A 2014 novel by Rachel Manija Brown and Sherwood Smith. The book centres around a futuristic Weird West town and five young adults who inhabit it as they carve out their own lives amidst grown-up politics and the ever-present threat of a self-proclaimed king who's taking over the western USA.

Each of the five viewpoint characters brings a different perspective and something new into the town and it's not uncommon for them all to end up at odds, developing the story. It opens with Ross, the titular stranger outside the walled city, who makes a daring escape from one of King Voske's bounty hunters after running away with a mysterious book written entirely in Japanese, even though he can't even read English. He's brought into the city and taken in by Mia, the youngest mechanic in the town's history, a certified genius but questioning who she really is. Rounding out the five are Yuki, a prince from far away who wants to return or at least adventure away from Las Anclas, Jennie, a young teacher and apprentice Ranger who balances work worries with relationship problems, and Felicité, the ambitious daughter of two of the most powerful people in the town.


The early struggle in the book is over whether Ross should be allowed to stay in the town and whether he even wants to, and halfway through the book, Voske's hunters show up and threaten his new life and how the whole town had dealt with life up until then...

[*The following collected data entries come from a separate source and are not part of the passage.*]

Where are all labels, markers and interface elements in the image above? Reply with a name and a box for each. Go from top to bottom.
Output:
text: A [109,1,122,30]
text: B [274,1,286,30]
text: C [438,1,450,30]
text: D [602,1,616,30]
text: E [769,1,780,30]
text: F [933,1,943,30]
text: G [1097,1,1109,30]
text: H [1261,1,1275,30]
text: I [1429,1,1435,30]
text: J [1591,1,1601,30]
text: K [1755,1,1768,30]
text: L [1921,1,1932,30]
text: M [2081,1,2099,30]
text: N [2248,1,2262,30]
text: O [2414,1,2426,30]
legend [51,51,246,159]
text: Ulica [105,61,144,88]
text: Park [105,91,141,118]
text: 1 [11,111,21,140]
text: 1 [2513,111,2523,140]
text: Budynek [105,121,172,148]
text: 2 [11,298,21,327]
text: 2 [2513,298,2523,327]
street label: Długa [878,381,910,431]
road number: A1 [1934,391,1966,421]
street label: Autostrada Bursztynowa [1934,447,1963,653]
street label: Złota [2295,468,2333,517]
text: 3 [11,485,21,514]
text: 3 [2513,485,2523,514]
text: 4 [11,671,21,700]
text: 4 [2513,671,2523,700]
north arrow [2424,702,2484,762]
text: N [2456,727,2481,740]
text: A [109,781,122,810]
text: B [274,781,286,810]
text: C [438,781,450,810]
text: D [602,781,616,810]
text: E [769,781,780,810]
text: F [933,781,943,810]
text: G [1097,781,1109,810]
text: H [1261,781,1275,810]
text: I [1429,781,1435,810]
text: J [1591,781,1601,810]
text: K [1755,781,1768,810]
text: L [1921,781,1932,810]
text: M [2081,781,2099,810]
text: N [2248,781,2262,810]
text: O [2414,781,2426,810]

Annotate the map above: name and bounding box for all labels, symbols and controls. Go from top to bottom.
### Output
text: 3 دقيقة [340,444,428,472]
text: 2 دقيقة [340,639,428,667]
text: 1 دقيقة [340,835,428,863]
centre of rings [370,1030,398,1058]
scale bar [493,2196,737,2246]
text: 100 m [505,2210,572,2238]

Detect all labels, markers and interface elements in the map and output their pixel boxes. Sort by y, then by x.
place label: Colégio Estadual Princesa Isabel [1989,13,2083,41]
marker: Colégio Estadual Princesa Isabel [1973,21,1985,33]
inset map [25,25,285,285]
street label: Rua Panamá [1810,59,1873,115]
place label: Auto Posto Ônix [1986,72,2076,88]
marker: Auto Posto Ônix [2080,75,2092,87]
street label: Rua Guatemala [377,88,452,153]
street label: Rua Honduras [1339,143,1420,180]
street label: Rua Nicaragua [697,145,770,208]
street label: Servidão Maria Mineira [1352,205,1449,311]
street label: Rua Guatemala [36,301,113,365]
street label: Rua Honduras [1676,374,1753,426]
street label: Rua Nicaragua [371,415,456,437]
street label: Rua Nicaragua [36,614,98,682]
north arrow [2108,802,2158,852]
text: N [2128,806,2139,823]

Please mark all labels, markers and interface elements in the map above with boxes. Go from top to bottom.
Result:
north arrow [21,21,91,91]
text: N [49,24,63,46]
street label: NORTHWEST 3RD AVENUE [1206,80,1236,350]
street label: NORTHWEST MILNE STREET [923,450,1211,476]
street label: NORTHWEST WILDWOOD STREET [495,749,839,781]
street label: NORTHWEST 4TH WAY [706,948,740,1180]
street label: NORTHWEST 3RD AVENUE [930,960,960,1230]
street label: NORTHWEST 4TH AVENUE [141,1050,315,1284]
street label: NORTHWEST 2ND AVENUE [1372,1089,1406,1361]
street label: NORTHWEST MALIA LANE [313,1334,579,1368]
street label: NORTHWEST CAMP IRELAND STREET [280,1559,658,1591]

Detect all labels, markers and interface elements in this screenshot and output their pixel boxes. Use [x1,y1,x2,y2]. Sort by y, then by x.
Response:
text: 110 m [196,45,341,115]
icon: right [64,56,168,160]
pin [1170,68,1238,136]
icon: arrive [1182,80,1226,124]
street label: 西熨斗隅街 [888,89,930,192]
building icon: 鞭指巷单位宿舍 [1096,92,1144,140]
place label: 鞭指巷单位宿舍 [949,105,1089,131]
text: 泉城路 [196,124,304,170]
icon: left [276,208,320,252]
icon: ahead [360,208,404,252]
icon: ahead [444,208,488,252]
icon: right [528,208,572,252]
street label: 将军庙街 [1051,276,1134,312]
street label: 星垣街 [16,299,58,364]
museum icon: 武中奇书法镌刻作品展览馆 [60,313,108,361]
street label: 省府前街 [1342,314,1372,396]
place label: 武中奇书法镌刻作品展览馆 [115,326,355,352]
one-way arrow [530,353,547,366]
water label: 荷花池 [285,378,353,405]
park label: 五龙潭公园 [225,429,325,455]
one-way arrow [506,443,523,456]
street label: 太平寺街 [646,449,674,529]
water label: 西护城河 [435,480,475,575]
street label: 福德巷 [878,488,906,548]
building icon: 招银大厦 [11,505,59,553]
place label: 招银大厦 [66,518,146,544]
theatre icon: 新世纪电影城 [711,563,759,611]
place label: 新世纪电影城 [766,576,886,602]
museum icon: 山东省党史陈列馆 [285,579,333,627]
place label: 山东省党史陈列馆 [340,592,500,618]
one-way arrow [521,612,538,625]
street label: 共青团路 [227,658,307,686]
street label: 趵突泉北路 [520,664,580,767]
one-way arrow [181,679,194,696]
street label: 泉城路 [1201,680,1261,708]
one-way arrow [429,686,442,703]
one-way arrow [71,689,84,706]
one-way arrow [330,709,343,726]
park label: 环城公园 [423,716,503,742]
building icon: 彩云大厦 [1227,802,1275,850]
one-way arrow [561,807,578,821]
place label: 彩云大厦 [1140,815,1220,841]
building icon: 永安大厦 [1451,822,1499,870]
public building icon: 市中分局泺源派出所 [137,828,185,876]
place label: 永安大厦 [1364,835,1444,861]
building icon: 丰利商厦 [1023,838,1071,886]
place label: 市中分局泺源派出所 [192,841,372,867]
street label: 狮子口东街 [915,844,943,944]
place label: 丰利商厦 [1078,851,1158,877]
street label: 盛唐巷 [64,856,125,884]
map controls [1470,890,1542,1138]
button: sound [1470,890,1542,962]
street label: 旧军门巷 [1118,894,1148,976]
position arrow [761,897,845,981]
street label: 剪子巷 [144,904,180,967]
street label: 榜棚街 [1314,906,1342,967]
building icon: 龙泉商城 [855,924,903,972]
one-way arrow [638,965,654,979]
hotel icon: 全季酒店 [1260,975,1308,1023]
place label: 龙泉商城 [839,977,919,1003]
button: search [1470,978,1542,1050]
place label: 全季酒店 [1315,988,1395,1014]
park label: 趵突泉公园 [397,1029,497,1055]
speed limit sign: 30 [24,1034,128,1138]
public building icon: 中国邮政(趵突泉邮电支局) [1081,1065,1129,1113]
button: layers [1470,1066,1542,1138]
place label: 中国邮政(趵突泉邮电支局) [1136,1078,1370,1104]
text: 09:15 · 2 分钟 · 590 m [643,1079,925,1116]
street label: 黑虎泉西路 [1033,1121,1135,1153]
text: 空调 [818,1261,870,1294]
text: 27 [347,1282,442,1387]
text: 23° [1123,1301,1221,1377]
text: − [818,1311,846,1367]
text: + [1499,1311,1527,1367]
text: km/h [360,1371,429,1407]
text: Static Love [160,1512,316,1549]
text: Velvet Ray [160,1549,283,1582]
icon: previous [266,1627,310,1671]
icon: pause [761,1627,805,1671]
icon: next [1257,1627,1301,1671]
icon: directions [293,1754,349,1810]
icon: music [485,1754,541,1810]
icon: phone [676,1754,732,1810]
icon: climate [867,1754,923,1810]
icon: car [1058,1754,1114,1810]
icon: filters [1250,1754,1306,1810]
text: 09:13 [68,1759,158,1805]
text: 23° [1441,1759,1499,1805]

This book contains examples of:

  • Ambiguously Brown: Ross, considering that his whole background is mysterious. Other characters' ethnicities are stated or implied. It turns out that he's Native American, though he barely remembers his own heritage because he was taken away so young.
  • Ambition Is Evil: Felicité is by far the least sympathetic viewpoint character. Her ambition to repeat her parents' success encompasses her whole life and just about everything she does is a calculated move to make everybody love her and believe what she has to say.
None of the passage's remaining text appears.